United Kingdom. The Upper Jurassic Kimmeridge Clay has been proposed as a possible target in the Weald Basin, but there is considerable doubt that it will be mature for significant gas generation in this basin. If there is to be shale gas potential it seems more likely that it will come from older shales (Rhaetic or older).

And finally a “play” that probably isn’t: Secondary sources and press reports have suggested that the unconventional gas prospects being investigated in Hungary’s Makó Trough by Falcon Oil & Gas/ExxonMobil/MOL are a shale gas play. The companies themselves, however, have not mentioned a shale gas play, referring only to tight gas sand or basin-centered gas prospects. Furthermore, it seems unlikely that the young Neogene shales of the trough will have achieved the requisite degree of brittleness to support a fractured shale gas play.

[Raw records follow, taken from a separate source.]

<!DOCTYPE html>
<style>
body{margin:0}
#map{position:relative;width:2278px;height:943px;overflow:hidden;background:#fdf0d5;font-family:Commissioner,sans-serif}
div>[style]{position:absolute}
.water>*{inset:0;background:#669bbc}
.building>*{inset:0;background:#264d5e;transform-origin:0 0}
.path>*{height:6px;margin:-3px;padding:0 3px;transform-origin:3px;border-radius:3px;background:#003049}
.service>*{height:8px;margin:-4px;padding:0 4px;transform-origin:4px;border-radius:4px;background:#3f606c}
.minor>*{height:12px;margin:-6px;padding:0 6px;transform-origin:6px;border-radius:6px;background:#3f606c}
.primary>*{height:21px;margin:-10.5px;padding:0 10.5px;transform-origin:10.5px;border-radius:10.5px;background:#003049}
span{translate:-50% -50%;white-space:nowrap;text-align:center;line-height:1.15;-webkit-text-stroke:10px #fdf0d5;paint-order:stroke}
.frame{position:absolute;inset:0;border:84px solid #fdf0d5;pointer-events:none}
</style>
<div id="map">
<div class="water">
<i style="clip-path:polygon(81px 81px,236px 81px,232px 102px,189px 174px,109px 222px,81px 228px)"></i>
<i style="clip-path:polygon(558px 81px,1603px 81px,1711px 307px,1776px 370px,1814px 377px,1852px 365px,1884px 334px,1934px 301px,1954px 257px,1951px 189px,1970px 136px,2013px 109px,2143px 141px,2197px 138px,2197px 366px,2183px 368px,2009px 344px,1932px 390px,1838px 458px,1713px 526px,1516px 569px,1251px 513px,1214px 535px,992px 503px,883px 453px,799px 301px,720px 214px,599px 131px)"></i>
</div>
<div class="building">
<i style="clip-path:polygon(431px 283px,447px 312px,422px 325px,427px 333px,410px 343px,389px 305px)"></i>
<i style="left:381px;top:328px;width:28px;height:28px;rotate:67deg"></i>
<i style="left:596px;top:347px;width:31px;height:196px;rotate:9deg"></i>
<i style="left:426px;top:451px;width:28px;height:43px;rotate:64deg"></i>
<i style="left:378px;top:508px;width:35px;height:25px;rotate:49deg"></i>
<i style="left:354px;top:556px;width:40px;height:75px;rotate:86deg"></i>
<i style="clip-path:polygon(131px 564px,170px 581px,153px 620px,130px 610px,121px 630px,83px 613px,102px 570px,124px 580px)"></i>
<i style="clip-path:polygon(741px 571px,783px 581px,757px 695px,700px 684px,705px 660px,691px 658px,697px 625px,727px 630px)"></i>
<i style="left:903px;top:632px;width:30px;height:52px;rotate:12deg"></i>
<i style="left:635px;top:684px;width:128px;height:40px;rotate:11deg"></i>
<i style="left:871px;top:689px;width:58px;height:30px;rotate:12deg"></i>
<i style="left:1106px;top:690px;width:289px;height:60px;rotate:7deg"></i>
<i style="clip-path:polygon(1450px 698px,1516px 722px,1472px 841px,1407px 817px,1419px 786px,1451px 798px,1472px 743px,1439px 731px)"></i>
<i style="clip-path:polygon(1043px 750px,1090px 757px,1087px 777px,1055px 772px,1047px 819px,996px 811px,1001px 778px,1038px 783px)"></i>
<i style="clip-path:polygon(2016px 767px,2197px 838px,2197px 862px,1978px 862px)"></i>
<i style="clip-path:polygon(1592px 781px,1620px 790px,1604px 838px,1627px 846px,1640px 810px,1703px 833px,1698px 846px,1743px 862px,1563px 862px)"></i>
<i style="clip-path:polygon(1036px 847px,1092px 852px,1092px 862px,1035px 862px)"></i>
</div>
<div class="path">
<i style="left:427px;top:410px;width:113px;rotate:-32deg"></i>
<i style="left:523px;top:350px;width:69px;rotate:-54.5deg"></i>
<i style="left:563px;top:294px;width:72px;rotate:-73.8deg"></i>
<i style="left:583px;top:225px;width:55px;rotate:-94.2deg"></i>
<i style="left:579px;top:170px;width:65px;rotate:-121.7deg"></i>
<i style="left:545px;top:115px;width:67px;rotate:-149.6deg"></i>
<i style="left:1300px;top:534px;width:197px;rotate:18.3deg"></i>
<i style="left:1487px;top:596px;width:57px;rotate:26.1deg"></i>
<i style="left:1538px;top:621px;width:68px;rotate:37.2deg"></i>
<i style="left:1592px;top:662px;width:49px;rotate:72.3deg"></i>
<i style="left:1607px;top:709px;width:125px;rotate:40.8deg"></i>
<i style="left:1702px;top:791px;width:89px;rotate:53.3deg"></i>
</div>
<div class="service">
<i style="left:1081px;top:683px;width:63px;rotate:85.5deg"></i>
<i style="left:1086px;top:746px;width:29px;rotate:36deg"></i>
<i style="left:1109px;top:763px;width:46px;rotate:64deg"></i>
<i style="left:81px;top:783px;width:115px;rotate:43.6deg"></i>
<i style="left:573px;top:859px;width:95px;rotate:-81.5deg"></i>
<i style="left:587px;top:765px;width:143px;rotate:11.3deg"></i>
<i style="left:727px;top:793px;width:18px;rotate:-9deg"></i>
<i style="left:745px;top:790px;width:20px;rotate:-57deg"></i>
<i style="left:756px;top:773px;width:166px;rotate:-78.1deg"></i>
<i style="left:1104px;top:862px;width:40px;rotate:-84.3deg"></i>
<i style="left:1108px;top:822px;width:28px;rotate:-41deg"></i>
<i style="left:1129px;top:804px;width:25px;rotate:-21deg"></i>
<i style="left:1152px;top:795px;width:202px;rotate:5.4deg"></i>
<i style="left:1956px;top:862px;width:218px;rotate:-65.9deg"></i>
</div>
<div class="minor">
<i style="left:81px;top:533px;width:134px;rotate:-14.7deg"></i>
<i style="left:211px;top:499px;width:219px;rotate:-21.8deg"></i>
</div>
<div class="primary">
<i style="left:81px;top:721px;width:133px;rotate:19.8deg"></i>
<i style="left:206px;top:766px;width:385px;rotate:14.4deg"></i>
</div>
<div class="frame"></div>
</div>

Since exploration for shale gas in Europe is in its infancy, little is known about the characteristics of potential gas shales. Some of the parameters that have been reported are shown in Table 3.

Fractured shale oil play

In France’s Paris Basin, Toreador Resources is investigating the fractured shale oil potential of a Liassic (Lower Jurassic) analog to the Bakken Formation of the Williston Basin. The Liassic section is similar to the Bakken Formation in that the bituminous shales also contain a middle calcareous member (Banc de Roc). Shows have previously been detected in 11 conventional exploration wells drilled from the 1950s onwards, and six wells have produced oil on test. The company hopes to commence a three-well pilot exploration program in Q3 2010.